Fesch, Joseph

Chambers's Encyclopaedia, Volume 4: Dionysius to Friction, p. 594

Fesch, Joseph, Cardinal and Archbishop of Lyons, was born 3d January 1763, at Ajaccio. Of Swiss parentage, he was the half-brother of Letizia Ramolino, the mother of Napoleon Bonaparte. During the French Revolution he became commissary to the Army of the Alps under his nephew in Italy. The First Consul having resolved on the restoration of the Catholic worship, Fesch resumed the clerical habit—for he had originally taken holy orders—and was active in bringing about the concordat with Pope Pius VII. in 1801. He was now (1802) raised to be Archbishop of Lyons, and in the following year to be cardinal. In 1804 he was sent as French ambassador to Rome, where he ingratiated himself with the pope by his adroit management and ultramontane sentiments.
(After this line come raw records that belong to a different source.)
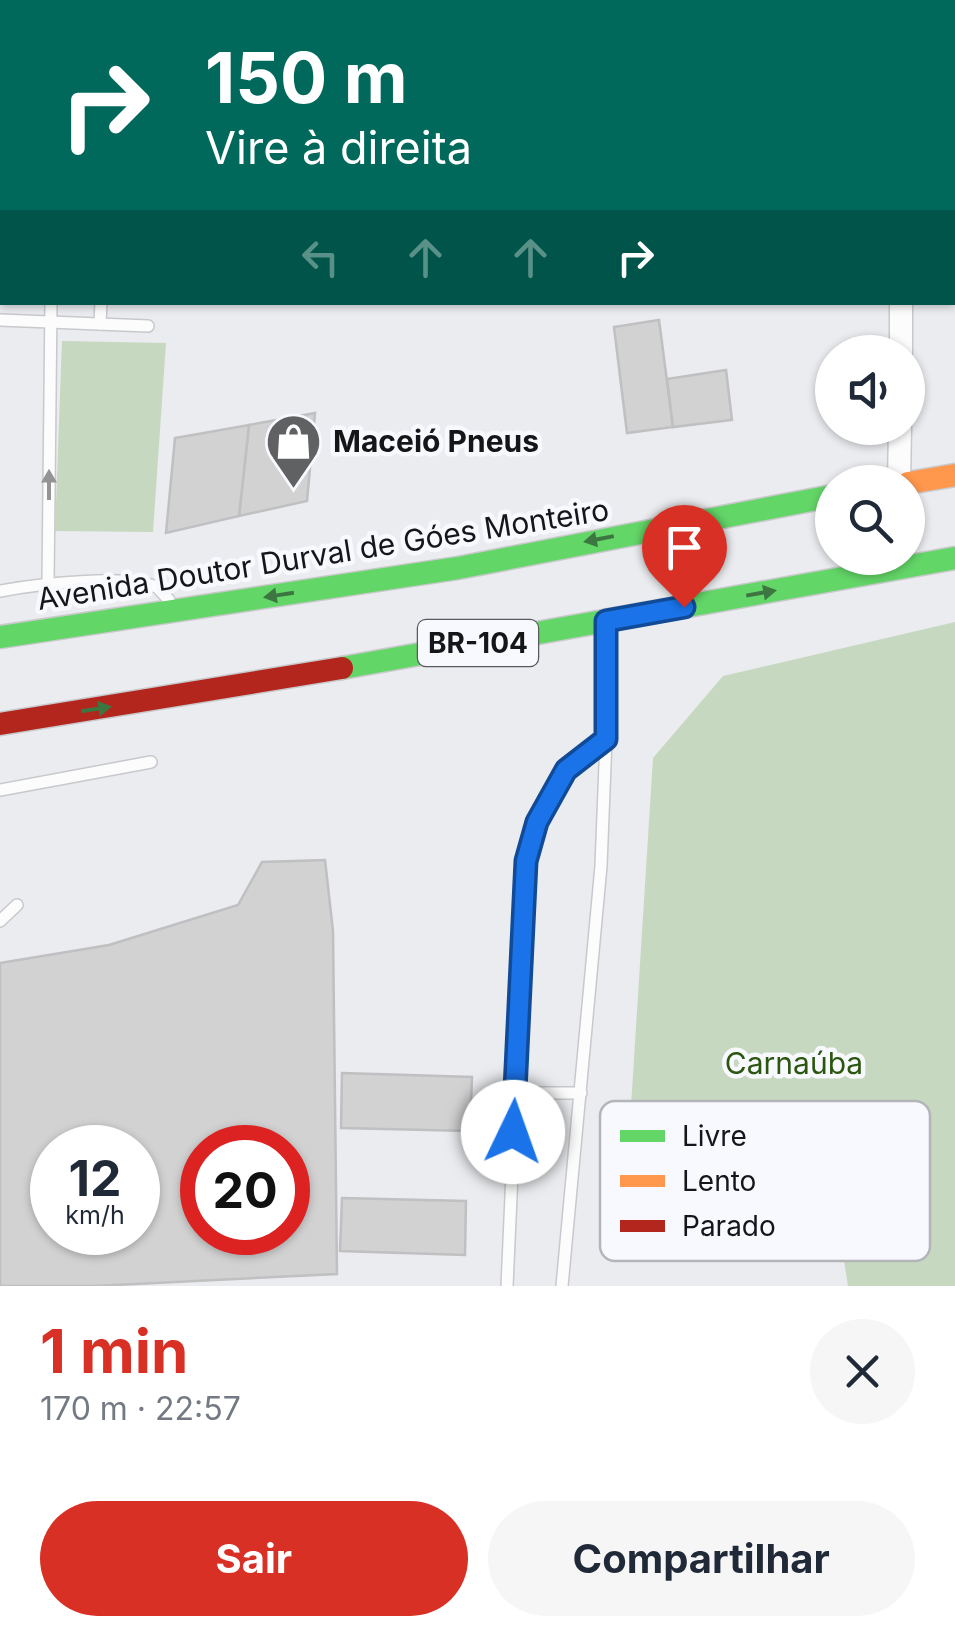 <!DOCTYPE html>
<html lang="pt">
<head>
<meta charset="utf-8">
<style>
	:root { --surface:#fff; --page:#f6f6f7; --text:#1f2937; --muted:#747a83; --accent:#d93025 }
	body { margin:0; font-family:Inter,sans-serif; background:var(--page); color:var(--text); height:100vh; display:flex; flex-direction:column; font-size:38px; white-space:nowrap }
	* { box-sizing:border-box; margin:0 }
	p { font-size:32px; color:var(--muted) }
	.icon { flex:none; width:55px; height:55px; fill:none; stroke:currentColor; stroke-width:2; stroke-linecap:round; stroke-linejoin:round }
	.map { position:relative; height:1286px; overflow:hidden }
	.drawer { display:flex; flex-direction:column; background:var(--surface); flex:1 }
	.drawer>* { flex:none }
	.hud { position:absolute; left:0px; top:0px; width:955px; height:305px; box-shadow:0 2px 8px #0004; background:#00695c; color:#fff; overflow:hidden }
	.fabs { position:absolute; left:815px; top:335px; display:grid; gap:20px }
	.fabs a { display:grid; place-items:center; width:110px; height:110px; border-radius:50%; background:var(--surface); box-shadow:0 2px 8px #0004; font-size:50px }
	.speed { position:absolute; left:30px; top:1125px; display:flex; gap:20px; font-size:50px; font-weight:700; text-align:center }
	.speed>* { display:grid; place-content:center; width:130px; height:130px; border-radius:50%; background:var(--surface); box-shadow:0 2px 8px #0004; line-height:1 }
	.speed small { font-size:25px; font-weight:400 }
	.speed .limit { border:15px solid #d22; background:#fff; color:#111 }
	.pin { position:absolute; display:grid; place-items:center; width:85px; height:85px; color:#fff; margin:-102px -42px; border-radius:50% 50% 50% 0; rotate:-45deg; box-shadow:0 0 10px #0007 }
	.pin .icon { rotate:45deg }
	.me { position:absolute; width:110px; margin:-55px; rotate:3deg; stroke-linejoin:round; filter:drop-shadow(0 0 8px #0008) }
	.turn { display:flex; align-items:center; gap:35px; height:210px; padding:0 40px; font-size:45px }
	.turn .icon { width:130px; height:130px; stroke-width:2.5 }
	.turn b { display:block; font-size:70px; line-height:85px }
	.lanes { display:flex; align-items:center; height:95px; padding:0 40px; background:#0003; justify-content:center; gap:50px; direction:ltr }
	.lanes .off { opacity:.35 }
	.round { display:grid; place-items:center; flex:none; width:105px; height:105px; border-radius:52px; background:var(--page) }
	.summary { display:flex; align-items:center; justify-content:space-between; height:170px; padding:0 40px }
	h1 { font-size:60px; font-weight:700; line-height:75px; color:var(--accent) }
	.primary-button { display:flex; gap:20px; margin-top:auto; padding:20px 40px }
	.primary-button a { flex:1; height:115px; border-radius:60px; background:var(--accent); color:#fff; font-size:40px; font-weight:700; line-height:115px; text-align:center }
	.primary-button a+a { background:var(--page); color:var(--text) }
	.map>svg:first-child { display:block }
	.green { fill:#c7d8c1 }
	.building { fill:#d2d2d2; stroke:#c0bfc1; stroke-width:2.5; fill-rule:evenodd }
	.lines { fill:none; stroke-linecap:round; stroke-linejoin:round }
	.lane-casing { stroke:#c8c9cc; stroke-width:14 }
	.street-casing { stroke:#c8c9cc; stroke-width:25 }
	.fast-casing { stroke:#c9c9cb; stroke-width:25 }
	.slow-casing { stroke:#c9c9cb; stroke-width:25 }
	.jam-casing { stroke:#c9c9cb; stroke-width:25 }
	.lane { stroke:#fcfcfd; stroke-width:11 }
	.street { stroke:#fcfcfd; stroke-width:22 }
	.fast { stroke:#63d668; stroke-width:22 }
	.slow { stroke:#ff974d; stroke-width:22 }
	.jam { stroke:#b3261e; stroke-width:22 }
	.oneway { fill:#949496 }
	.oneway2 { fill:#3c7640 }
	.route-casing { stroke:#114b97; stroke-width:25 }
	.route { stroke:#1a73e8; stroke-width:18 }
	.labels { text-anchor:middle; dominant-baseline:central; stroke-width:9; stroke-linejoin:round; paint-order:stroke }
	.shield { fill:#f7f9fe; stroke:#595a5d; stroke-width:2.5 }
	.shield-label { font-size:28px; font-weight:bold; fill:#151618 }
	.poi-label { font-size:30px; font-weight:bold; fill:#151618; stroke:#f7f9fe; text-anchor:start }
	.street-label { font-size:30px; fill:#151618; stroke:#f7f9fe }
	.park-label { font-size:30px; fill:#2b560e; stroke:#f7f9fe }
	.key { fill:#f7f9fe; stroke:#b3b5b9; stroke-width:2.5 }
	.key-label { font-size:28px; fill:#151618 }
</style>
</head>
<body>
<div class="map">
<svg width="955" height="1286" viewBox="0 0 955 1286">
	<rect width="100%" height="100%" fill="#eaecef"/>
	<g class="green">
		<path d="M62,341l104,2 -13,189 -98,-1z"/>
		<path d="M955,622v664h-107l-9,-58 -216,5 30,-475 70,-82z"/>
	</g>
	<g class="building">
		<path d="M0,0h189l-187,2v171z"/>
		<path d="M659,320l14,107 -46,6 -13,-106z"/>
		<path d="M726,370l6,50 -59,7 -6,-48z"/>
		<path d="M315,413l-8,88 -68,15 10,-91z"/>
		<path d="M249,425l-10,91 -73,17 9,-95z"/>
		<path d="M325,860l8,71 4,343 -242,12h-95v-323l109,-18 129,-40 24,-43zM52,1148h86v84h-86zM202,1148h86v84h-86z"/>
		<path d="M342,1073l130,4 -2,54 -129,-3z"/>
		<path d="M342,1198l124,3 -1,54 -125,-4z"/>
	</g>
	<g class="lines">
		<defs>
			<g id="lane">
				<path d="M210,2v-2"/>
				<path d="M0,227h2"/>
				<path d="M0,320l148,6"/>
				<path d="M100,324l1,-22"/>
				<path d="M48,583l3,-281"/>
				<path d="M0,591c32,-6 131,-18 158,-3 2,2 9,10 11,12"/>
				<path d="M0,790l151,-28"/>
				<path d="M0,921l17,-16"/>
				<path d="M515,1093h66"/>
				<path d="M507,1286l19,-425 11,-40 28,-51 41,-31 1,-109"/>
				<path d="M562,1286l39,-420 5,-127"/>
			</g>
			<g id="street">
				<path d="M897,0l1,2"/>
				<path d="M901,352v-50"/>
				<path d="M899,482l1,-54"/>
			</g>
			<g id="fast">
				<path d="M0,637l458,-69 374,-72"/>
				<path d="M342,668l613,-110"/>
			</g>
			<path id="slow" d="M908,483l47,-8"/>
			<path id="jam" d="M0,724l342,-56"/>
		</defs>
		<use href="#lane" class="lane-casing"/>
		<use href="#street" class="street-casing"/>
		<use href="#fast" class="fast-casing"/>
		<use href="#slow" class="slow-casing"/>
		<use href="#jam" class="jam-casing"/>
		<use href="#lane" class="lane"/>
		<use href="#street" class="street"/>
		<use href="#fast" class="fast"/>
		<use href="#slow" class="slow"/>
		<use href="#jam" class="jam"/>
	</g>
	<defs><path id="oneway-solid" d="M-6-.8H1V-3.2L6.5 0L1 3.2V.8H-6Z" transform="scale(2.5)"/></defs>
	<use class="oneway" href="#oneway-solid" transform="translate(49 485) rotate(-90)"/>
	<g class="oneway2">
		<use href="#oneway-solid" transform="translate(599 539) rotate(169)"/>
		<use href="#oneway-solid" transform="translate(761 593) rotate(-10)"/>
		<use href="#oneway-solid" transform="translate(279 595) rotate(171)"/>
		<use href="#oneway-solid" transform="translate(96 709) rotate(-9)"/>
	</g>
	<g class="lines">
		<defs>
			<path id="route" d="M513,1132l13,-271 11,-39 29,-52 40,-31v-118l78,-14"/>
		</defs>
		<use href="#route" class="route-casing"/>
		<use href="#route" class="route"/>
	</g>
	<defs>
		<symbol id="shop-pin" viewBox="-11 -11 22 30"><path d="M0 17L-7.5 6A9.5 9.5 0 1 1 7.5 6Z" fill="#606163" stroke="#f7f9fe"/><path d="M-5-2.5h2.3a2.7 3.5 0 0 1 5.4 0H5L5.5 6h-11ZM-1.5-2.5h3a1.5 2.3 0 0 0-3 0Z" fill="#fff"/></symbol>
	</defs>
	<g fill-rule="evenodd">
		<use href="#shop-pin" x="262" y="410" width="63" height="86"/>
	</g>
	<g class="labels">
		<rect class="shield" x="418" y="620" width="120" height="46" rx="8"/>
		<g class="shield-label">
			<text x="478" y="643">BR-104</text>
		</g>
		<g class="poi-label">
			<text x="333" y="441">Maceió Pneus</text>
		</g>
		<g class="street-label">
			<text transform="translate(323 554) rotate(-9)">Avenida Doutor Durval de Góes Monteiro</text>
		</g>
		<g class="park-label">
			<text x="794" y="1063">Carnaúba</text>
		</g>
	</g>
	<rect x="600" y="1101" width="330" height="160" rx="15" class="key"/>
	<rect x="620" y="1130" width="45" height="12" fill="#63d668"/>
	<rect x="620" y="1175" width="45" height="12" fill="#ff974d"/>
	<rect x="620" y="1220" width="45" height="12" fill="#b3261e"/>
	<g class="key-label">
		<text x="682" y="1146">Livre</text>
		<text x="682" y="1191">Lento</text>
		<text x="682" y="1236">Parado</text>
	</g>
</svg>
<div class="fabs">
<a><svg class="icon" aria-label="sound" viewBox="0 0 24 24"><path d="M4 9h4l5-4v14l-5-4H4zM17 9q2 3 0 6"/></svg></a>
<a><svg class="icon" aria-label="search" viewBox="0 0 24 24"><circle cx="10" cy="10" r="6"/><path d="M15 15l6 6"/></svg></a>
</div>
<div class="speed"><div>12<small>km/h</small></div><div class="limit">20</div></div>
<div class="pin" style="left:684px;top:607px;background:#d93025"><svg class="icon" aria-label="arrive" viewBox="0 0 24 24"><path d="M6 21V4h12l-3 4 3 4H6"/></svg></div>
<svg class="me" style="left:513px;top:1132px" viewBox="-20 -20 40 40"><circle r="19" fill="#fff"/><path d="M0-13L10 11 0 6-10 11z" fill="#1a73e8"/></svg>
<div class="hud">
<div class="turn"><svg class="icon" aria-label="right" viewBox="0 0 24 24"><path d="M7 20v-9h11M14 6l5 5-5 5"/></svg><div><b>150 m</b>Vire à direita</div></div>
<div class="lanes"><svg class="icon off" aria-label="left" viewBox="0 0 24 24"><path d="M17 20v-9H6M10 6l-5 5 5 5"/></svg><svg class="icon off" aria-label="ahead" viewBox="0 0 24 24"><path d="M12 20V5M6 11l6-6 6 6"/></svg><svg class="icon off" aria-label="ahead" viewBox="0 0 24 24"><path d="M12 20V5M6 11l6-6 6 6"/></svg><svg class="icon" aria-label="right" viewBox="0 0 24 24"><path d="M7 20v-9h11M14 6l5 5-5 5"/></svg></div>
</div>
</div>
<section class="drawer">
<div class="summary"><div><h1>1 min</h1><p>170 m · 22:57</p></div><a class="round"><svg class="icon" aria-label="close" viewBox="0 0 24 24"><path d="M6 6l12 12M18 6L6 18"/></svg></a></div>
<div class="primary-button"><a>Sair</a><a>Compartilhar</a></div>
</section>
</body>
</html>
Two years later he was appointed associate and successor of Dalberg, Prince Primate of the Confederation of the Rhine. At a national conference of clergy assembled at Paris in 1810 he gave utterance to views which lost him the favour of Napoleon, who was still further exasperated against him on account of a letter which Fesch wrote to the pope, then (1812) in captivity at Fontainebleau, and which was intercepted. After this he lived in a sort of banishment at Lyons. At the approach of the Austrians in 1814 he fled to Rome, where he spent nearly the whole of the rest of his life. His resistance to the will of his nephew, and indeed his whole conduct, seems to have been actuated by sincere zeal for what he considered to be the interests of the church. He died at Rome, 13th May 1839. Of his large collection of paintings he bequeathed a part to the city of Lyons; the rest were sold at Rome after his death.